Work to complete: In the listing below, locate the lines that hold the string "buttons". Copy those lines.

── Source records ──

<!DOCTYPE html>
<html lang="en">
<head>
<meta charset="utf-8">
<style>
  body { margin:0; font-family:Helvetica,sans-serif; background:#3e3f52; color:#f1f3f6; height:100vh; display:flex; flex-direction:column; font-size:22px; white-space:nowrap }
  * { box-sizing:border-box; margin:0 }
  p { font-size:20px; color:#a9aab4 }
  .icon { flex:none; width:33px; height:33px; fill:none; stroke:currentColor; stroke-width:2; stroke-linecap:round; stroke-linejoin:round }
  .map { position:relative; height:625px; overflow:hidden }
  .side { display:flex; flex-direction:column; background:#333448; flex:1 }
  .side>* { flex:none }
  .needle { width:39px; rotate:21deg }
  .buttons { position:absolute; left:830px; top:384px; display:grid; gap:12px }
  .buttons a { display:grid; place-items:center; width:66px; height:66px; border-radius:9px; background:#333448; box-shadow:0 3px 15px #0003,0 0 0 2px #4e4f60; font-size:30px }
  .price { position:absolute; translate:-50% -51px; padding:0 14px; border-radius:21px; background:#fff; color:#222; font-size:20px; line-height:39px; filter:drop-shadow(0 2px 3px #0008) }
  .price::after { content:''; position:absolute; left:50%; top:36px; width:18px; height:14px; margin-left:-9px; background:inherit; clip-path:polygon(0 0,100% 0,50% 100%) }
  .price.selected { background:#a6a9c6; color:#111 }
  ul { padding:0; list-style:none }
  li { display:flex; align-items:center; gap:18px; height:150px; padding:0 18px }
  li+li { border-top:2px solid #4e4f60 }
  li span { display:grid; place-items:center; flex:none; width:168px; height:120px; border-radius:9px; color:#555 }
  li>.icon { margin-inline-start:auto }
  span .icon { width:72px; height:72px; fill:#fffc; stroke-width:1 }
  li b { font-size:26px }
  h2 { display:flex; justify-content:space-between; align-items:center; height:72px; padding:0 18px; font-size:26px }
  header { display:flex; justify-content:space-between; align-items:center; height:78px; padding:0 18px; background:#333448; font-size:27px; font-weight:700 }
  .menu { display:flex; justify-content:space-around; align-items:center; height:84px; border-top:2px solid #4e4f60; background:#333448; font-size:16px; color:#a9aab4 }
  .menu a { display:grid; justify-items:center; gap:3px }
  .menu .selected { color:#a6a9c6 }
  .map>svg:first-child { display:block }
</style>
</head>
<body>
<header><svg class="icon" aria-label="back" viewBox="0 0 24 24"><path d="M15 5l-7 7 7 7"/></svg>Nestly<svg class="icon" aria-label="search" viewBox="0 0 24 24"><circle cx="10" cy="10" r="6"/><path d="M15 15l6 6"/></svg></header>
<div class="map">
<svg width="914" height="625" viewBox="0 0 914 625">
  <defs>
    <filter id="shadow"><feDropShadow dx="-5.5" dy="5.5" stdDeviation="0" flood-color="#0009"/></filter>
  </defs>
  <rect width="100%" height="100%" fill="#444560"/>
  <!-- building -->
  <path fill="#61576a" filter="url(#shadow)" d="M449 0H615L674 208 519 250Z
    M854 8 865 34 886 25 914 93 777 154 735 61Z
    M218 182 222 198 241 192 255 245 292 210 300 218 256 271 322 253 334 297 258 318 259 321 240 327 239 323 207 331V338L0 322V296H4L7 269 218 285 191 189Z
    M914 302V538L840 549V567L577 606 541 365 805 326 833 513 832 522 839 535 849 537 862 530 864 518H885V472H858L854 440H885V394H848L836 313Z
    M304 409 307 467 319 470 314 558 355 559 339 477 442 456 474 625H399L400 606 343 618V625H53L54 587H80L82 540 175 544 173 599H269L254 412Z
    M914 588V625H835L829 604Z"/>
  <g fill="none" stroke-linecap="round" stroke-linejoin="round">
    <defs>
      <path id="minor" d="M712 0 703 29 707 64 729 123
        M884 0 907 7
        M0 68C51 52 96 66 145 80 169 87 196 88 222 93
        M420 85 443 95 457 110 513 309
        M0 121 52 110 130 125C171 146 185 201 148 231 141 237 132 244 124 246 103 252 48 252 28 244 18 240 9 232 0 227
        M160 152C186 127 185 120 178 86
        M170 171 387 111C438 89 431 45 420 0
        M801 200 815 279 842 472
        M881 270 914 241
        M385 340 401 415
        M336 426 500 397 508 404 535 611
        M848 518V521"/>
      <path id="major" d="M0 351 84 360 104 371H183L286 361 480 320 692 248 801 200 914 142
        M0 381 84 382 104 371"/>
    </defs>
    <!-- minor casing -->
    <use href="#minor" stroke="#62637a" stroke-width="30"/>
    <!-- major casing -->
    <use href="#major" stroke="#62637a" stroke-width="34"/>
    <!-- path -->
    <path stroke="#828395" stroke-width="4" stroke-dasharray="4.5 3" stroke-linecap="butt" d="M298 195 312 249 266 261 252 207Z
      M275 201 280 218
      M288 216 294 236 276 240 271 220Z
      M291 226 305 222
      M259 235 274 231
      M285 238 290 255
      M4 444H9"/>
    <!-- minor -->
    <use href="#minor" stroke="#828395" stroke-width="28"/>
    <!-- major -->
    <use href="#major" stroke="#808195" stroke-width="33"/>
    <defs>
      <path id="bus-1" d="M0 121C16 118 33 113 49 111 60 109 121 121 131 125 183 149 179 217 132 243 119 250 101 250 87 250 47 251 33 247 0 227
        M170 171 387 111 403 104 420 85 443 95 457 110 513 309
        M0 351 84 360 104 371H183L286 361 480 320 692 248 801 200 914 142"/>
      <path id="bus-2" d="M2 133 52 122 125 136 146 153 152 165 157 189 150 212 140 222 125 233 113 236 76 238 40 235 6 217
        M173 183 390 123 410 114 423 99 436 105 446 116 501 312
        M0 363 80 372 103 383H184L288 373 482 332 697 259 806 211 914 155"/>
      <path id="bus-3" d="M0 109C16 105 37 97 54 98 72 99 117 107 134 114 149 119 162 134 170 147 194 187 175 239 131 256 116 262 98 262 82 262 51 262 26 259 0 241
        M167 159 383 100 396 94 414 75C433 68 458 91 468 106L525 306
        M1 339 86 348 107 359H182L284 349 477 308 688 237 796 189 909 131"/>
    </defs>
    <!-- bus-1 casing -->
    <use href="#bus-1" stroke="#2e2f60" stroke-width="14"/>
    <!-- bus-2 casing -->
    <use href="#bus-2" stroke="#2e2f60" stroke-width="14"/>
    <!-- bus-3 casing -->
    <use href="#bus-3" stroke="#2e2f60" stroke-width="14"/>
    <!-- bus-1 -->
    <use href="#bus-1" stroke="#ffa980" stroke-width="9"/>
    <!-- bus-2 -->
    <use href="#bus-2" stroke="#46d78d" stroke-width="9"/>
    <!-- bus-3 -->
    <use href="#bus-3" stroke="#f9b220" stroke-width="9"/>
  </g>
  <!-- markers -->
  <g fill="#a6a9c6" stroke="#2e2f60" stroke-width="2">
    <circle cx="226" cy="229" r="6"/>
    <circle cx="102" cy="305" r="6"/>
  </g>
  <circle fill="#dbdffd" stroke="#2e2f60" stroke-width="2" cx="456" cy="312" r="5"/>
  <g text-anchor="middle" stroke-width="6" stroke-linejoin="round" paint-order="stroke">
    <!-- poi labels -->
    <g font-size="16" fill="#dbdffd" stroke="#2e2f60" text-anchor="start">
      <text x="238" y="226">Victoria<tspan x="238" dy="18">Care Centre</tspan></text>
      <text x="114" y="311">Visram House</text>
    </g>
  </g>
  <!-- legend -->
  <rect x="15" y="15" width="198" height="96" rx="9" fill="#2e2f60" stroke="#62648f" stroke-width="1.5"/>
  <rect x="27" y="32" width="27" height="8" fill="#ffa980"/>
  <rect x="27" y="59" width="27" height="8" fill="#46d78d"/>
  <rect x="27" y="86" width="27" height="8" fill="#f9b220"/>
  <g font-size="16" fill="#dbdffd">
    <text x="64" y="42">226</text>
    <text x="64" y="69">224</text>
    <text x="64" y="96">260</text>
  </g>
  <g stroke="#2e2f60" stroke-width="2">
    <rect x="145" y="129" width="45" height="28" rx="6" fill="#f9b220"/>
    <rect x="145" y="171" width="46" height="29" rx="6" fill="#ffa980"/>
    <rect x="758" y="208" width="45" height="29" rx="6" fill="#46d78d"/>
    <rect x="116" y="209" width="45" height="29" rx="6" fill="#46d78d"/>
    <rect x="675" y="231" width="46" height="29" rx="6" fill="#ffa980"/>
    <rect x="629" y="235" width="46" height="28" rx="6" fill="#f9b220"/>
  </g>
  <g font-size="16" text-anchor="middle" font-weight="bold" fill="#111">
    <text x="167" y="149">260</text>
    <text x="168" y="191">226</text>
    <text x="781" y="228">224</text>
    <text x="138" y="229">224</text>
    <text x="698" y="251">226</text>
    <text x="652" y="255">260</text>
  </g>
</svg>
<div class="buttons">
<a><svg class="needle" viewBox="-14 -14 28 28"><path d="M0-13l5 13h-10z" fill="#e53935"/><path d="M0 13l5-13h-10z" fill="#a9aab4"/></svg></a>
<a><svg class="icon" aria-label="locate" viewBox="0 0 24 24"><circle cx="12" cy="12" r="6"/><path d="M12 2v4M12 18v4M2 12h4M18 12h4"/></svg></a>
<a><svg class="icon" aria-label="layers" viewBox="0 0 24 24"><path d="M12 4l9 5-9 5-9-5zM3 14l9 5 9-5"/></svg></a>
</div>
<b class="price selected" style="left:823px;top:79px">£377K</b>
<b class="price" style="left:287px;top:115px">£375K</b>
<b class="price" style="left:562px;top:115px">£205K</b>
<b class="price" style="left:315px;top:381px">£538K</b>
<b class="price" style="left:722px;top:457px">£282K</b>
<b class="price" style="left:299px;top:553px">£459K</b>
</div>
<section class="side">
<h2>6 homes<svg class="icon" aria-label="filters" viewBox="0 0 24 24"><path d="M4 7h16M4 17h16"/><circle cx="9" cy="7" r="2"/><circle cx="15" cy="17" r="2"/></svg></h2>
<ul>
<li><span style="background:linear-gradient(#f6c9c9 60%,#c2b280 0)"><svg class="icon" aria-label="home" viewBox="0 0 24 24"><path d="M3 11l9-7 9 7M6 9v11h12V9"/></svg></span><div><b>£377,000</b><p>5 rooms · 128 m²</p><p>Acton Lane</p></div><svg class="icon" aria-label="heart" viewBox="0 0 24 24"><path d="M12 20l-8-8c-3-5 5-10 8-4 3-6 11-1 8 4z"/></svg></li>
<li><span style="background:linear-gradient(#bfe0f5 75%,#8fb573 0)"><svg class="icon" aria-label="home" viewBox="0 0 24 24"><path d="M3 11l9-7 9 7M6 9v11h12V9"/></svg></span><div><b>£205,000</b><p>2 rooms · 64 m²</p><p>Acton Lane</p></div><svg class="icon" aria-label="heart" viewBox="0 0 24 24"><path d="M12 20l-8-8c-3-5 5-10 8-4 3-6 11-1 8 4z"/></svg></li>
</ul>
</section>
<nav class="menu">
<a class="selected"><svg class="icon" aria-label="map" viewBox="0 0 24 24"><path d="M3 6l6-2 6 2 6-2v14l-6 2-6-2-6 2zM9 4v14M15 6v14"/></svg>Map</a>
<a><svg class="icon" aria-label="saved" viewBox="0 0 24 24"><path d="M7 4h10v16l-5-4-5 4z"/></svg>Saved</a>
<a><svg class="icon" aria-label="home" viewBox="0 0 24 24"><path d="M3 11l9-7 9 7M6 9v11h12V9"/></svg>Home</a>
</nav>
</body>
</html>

───

Solved exercise:
  .buttons { position:absolute; left:830px; top:384px; display:grid; gap:12px }
  .buttons a { display:grid; place-items:center; width:66px; height:66px; border-radius:9px; background:#333448; box-shadow:0 3px 15px #0003,0 0 0 2px #4e4f60; font-size:30px }
<div class="buttons">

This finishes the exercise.